The great unbundling of data

Open formats, composable platforms, and AI agents.

The data warehouse is no longer the centre of gravity.
It’s just one node in a growing constellation.

Modern data strategies aren’t about centralising everything in one place. They’re about composability—the ability to mix and match components, adapt to change, and build around the edges.

At the heart of that shift? Open data formats.

Once a backend technical detail, open formats are now a front-line strategic choice—shaping how companies design infrastructure, adopt tools, and prepare for AI-native workflows.

We’re seeing a new set of standards emerge:

  • Open table formats like Iceberg and Delta Lake
  • In-memory engines like DuckDB and Polars
  • Columnar storage formats like Arrow and Parquet

These aren’t just better technologies. They represent a shift in mindset—from monolithic systems to modular ones. From vendor lock-in to architectural freedom.

Because in 2025, data strategy is defined by flexibility.

We now live in a world where:

  • Storage is disaggregated from compute
  • Query engines are interchangeable
  • AI can generate analytics code on the fly
  • Collaboration spans across departments, clouds, and tools

In this world, open formats are the common language. They enable optionality. They allow data to live where it’s needed, to move when it must, and to be accessed by any engine, tool, or agent that’s fit for the job.

We're also seeing this reflected in the market.

The Databricks acquisition of Neon is one example: combining operational databases and lakehouses under one roof—unified by shared, open foundations.

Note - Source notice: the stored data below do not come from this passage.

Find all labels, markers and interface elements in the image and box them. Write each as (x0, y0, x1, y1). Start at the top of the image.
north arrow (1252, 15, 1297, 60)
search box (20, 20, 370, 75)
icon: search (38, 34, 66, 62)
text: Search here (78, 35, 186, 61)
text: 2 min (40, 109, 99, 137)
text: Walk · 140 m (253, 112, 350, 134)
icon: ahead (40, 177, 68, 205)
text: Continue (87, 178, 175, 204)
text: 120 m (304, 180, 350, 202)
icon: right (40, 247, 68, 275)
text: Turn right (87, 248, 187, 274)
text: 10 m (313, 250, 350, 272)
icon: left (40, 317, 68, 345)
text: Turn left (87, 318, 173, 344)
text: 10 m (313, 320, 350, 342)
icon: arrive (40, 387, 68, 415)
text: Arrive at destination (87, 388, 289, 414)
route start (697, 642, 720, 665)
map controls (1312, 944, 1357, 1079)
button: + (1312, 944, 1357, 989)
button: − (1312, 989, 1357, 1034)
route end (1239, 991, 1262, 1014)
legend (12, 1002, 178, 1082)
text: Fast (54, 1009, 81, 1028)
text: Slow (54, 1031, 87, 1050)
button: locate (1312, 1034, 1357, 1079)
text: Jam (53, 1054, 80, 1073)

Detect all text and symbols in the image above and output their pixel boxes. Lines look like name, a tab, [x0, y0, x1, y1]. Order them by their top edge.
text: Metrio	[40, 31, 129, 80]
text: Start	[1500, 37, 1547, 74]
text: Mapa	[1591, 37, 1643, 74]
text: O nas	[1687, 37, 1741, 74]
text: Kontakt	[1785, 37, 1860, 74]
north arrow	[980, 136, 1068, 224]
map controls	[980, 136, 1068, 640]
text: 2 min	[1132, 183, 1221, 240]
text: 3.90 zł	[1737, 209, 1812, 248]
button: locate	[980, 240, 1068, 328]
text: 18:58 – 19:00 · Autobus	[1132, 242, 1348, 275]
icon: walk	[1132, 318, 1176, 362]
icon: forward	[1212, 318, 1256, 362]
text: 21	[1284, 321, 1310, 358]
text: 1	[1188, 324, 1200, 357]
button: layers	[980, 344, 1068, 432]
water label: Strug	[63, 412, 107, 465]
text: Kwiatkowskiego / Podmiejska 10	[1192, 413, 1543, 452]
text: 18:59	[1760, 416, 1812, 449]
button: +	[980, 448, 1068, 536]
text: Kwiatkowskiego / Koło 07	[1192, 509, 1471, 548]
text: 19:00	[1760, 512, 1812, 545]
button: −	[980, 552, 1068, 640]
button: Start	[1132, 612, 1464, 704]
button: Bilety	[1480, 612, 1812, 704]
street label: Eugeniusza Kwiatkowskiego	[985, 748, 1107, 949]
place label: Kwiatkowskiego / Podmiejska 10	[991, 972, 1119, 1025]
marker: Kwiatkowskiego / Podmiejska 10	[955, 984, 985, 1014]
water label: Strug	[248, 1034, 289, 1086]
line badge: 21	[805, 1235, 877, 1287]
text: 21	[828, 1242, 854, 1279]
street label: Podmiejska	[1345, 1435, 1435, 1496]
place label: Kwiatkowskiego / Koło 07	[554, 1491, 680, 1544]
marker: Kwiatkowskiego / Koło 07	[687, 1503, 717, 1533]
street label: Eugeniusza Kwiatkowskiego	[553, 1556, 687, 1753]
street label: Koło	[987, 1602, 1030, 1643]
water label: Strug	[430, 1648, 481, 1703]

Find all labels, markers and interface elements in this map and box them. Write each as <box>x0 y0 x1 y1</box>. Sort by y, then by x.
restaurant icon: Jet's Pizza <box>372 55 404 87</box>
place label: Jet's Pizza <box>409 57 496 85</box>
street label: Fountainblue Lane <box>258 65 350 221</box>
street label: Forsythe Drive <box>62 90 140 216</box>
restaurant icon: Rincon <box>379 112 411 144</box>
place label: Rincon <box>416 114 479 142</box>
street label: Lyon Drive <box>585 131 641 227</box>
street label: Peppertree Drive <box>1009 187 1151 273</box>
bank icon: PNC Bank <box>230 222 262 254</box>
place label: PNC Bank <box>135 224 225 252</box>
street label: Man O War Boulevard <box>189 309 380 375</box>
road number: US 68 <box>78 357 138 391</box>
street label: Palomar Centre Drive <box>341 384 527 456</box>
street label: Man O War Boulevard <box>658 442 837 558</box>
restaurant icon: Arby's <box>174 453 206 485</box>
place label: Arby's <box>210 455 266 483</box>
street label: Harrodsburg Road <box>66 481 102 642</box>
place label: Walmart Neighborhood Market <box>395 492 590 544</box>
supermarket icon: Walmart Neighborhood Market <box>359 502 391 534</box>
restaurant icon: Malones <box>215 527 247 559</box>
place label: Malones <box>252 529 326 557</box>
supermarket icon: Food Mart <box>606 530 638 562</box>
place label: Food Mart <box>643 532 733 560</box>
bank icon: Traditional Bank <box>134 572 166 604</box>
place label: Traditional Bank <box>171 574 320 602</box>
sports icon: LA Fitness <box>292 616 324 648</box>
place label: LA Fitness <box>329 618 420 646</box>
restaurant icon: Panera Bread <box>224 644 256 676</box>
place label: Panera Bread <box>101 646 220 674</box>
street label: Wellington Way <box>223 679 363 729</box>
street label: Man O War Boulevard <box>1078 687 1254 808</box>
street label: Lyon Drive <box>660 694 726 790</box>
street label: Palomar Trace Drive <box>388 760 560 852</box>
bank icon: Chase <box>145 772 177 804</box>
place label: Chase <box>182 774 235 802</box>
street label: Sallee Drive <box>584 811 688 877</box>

Analytics databases like QuestDB and OneTick are aligning too. QuestDB now natively supports Parquet. OneTick is evolving in the same direction. The playbook is clear: support open formats, interoperate broadly, and avoid dead ends.

But maybe the most interesting force accelerating this shift is AI.

As generative systems become more capable, the interface between human and data is no longer code—it’s intention. And when code is generated on demand, the burden shifts to the structure beneath it. The format becomes more important than the syntax.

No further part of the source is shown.